Na década de 1960, havia, de fato, relativamente poucos estudantes ativistas que fossem versados de verdade em Marx e Engels, ou interessados não apenas superficialmente em melhorar a sorte dos "proletários". A Nova Esquerda canalizou a rebelião juvenil contra as barreiras impostas ao prazer. A paz e a prosperidade, conquistadas a duras penas pela geração da Segunda Guerra Mundial, que teve de raspá-las dos escombros e dos túmulos de mais de 60 milhões de mortos, pareciam, para a próspera juventude ocidental, coisa banal, inerente à normalidade da vida. Pouca gente, além dos reacionários e dos eclesiásticos, pensou em lançar o alerta de que a ordem social se revelaria muito frágil na hora em que os ácidos do desejo adolescente carcomessem os seus alicerces.

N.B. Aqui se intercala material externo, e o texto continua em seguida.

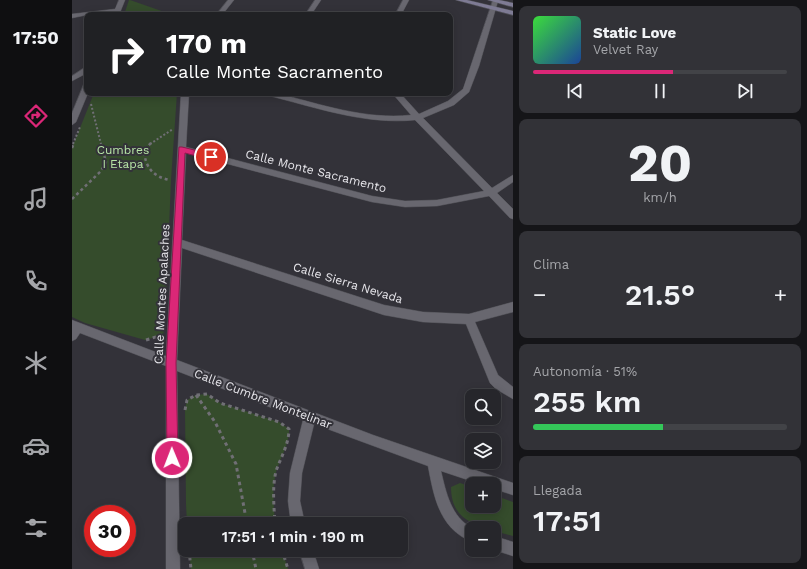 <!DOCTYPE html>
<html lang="es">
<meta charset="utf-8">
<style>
:root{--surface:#26262b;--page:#323237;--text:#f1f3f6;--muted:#a4a5a9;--line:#424347;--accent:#db2777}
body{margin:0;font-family:"Work Sans",sans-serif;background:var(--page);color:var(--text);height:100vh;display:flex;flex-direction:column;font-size:15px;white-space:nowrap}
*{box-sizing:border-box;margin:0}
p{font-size:13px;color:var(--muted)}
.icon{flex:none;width:22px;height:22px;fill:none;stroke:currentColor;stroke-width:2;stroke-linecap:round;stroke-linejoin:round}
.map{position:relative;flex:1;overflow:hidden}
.panel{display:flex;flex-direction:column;gap:6px;padding:6px;background:#151518;width:294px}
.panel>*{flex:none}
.hud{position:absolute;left:12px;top:12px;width:369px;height:84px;border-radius:8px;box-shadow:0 2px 10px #0003,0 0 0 1px var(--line);background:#202124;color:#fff;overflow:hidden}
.fabs{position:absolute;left:393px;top:389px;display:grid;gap:8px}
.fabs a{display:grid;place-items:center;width:36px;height:36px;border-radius:8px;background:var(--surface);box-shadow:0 2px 10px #0003,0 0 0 1px var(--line);font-size:20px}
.speed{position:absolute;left:12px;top:505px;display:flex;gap:8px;font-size:20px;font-weight:700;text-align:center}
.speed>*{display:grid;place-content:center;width:52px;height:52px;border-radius:50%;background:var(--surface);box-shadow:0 2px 10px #0003,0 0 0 1px var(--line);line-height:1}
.speed .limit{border:6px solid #d22;background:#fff;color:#111}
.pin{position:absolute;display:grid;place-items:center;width:34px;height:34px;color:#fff;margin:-17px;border:2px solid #fff;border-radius:50%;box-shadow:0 1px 4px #0007}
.me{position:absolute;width:44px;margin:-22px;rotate:359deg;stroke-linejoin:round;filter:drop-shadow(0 0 3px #0008)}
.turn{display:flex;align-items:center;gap:14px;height:84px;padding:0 16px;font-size:18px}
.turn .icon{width:52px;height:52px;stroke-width:2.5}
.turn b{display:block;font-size:28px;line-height:34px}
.big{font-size:30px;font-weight:600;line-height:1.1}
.panel .card{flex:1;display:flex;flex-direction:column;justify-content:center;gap:6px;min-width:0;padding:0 14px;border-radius:8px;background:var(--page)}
.panel .dial{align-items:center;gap:0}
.dial b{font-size:52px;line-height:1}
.song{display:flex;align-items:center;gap:12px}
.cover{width:48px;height:48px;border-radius:6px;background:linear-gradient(135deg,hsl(120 70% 55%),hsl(220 70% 35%))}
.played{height:4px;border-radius:2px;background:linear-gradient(90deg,var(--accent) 55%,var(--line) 55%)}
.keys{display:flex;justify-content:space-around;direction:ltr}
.heat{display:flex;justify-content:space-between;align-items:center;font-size:22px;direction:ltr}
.charge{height:6px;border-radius:3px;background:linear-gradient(90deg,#34c759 51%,var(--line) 0)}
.trip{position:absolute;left:106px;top:517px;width:230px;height:40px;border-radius:8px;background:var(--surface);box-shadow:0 2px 10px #0003,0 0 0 1px var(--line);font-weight:600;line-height:40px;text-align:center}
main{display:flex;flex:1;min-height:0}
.dock{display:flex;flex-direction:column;width:72px;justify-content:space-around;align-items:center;background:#0f0f11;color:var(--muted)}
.dock .icon{width:28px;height:28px}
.dock .on{color:var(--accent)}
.dock b{font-size:18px;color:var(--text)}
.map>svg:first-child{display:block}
.green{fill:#354c2c}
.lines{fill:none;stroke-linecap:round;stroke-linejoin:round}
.minor-casing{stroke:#4f4f55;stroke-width:1}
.secondary-casing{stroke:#4f4f55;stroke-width:1}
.path-far2{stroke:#706f75;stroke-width:2;stroke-dasharray:2 2;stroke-linecap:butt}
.path-far1{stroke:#706f75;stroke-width:2.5;stroke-dasharray:3 3;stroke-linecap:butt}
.path{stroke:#706f75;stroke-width:3;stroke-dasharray:3.5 3.5;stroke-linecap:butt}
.minor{fill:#68676f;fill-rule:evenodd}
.secondary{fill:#7e7b94;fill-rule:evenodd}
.route{fill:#db2777;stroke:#8e194d}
.labels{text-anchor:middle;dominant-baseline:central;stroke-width:4;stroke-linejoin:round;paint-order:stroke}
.park-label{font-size:12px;fill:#b7e5a6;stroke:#333239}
.street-label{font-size:12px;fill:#e7e6eb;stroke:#333239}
</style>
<main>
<nav class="dock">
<b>17:50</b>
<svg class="icon on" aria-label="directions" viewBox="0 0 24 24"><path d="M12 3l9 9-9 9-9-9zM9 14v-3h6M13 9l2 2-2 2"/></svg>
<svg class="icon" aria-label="music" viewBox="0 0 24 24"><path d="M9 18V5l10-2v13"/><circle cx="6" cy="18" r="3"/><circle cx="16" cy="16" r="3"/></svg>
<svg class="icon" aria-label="phone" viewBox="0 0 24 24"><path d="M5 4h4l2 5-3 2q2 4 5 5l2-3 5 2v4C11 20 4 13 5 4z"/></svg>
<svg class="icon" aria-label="climate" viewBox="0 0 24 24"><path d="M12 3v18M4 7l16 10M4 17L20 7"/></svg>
<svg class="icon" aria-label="car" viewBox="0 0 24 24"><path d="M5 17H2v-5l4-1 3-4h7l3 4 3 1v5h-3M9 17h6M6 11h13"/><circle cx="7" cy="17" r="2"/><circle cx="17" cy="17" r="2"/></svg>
<svg class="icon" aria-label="filters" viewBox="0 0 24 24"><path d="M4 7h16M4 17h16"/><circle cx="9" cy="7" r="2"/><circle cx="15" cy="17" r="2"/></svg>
</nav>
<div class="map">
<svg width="441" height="569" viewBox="0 0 441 569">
<rect width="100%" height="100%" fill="#333239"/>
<g class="green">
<polygon points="57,0 58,0 101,15 52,15"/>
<polygon points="22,93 105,93 99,180 93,325 91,335 73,340 13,323 0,317 0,148"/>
<path d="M135 394 148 403 207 422 217 429C218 445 206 460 203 477 200 492 202 508 203 524H115L114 504 113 409 115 400 124 395Z"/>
<path d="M388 483 400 487V506H422V495L441 502V536L422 531V528C415 528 410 526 403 524 386 517 379 505 379 487Z"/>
<polygon points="117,550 210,550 216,569 119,569"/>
</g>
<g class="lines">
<g class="minor-casing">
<g id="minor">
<polygon points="47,0 53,0 47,15 41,15 41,13 15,15 0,18 0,14 43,9"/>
<polygon points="156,0 162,0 150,15 144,15"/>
<polygon points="243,0 249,0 239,15 233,15"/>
<polygon points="331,0 337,0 329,15 323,15"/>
<path d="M421 0 426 1 407 66 397 92 382 105 351 118 420 188 441 175V182L425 193 441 209V219L438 218 417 196 365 206 333 207 300 202 114 153 110 240 312 305 351 312 397 314 441 302V312L403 322 426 375 441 387V399L424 389 418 383 394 324 351 322 312 315 110 248 105 360 301 435 441 483V495L422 489V484H408L369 471C374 492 379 517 400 528V542C367 528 362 497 356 466L242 424 230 473 228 501 233 524H219L216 501 218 473 231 420 105 371 108 569H94V366L8 333 4 339 0 341V320L94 356 109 93H117L114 147 300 196 333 201 365 200 412 191 343 120C292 125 243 107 194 95L190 93H204C248 104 293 120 339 115L320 93H328L347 114 376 101 391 89Z"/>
<polygon points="12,68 15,68 15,73 0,81 0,76"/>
<polygon points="12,84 15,84 16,93 4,122 0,125 0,113"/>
<polygon points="422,536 441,542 441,556 422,550"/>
<polygon points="227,550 241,550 247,569 233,569"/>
</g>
</g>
<g class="secondary-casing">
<g id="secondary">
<polygon points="384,0 395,0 441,11 441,15"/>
<polygon points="416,0 427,0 441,3 441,7"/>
</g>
</g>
<g class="path-far2">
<polyline points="19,104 29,144"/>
<polyline points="1,144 8,127"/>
<polyline points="78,144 101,129"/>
</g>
<g class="path-far1">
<path d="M79 143 72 150C73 167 81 177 98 180"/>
<polyline points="0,148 2,143"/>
<polyline points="0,199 29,171 34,162 29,143"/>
</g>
<g class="path">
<polyline points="74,340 90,335"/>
<polyline points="124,395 143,422 164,464 175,524"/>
<path d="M113 410 115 400 124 395 135 394 148 403 207 422 217 429C217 444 209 457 204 471 200 488 202 506 203 524"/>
<polyline points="405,524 415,528"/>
<polyline points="117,550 119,569"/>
<polyline points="180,550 184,569"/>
<polyline points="210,550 216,569"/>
</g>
<use href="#minor" class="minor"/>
<use href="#secondary" class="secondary"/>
</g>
<polygon class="route" points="107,147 110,147 139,154 143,157 139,160 113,153 104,363 106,458 104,462 100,464 96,462 95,458 94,363"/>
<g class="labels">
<g class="park-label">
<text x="51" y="150">Cumbres<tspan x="51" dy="14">I Etapa</tspan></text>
</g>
<g class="street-label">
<text transform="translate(244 171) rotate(14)">Calle Monte Sacramento</text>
<text transform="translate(276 283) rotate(17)">Calle Sierra Nevada</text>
<text transform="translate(90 294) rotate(-87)">Calle Montes Apalaches</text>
<text transform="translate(191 399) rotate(21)">Calle Cumbre Montelinar</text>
</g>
</g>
</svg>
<div class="fabs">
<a><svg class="icon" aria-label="search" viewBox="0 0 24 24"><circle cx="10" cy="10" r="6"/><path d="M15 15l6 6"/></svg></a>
<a><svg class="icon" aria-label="layers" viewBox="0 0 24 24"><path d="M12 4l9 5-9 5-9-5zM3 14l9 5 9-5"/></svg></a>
<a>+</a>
<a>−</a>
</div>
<div class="speed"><div class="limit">30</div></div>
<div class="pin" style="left:139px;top:157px;background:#d93025"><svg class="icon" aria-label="arrive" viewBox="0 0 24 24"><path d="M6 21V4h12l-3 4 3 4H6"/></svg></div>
<svg class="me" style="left:100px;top:458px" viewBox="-20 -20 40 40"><circle r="17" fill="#db2777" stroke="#fff" stroke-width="3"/><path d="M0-11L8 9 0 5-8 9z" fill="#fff"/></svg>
<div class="trip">17:51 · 1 min · 190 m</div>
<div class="hud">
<div class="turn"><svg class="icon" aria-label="right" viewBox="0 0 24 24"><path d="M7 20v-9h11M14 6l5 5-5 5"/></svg><div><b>170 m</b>Calle Monte Sacramento</div></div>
</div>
</div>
<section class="panel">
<div class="card">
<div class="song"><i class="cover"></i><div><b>Static Love</b><p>Velvet Ray</p></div></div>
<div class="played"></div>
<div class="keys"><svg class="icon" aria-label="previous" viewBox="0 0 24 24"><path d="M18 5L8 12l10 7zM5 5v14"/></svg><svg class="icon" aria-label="pause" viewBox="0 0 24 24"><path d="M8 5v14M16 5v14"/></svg><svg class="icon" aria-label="next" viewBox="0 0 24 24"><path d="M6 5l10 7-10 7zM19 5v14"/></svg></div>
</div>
<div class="card dial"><b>20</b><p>km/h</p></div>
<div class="card"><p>Clima</p>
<div class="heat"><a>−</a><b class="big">21.5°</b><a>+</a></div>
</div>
<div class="card"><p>Autonomía · 51%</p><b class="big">255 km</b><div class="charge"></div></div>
<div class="card"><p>Llegada</p><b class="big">17:51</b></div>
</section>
</main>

Como quer que fosse, haveria uma pedra no meio do caminho: o fato inconveniente de que os seres humanos são mamíferos e perpetuam a espécie através da relação sexual. E o sistema reprodutivo humano é astuto: com o passar do tempo, ele vai derrotando a maioria dos métodos de contracepção (se a margem de falha é de "apenas" 10 por cento e você brincar com ela durante dez anos… bom, até mesmo um americano é capaz de completar esse tipo de cálculo). O resultado é que o aumento do controle de natalidade veio acompanhado de uma explosão de casos de gravidez não desejada: o aumento da promiscuidade ultrapassou até mesmo os progressos das técnicas de contracepção. Em meados da década de 1960, a barreira para a liberação sexual não eram mais os padres e os puritanos, nem o medo da desgraça social, mas uma safra constante de clamorosos bebês indesejados. O movimento progressivo para livrar o homem de qualquer obstáculo para os seus desejos se viu então confrontado de repente com um obstáculo puramente humano: a reverência que as mulheres grávidas sentiam pelos próprios filhos ainda não nascidos.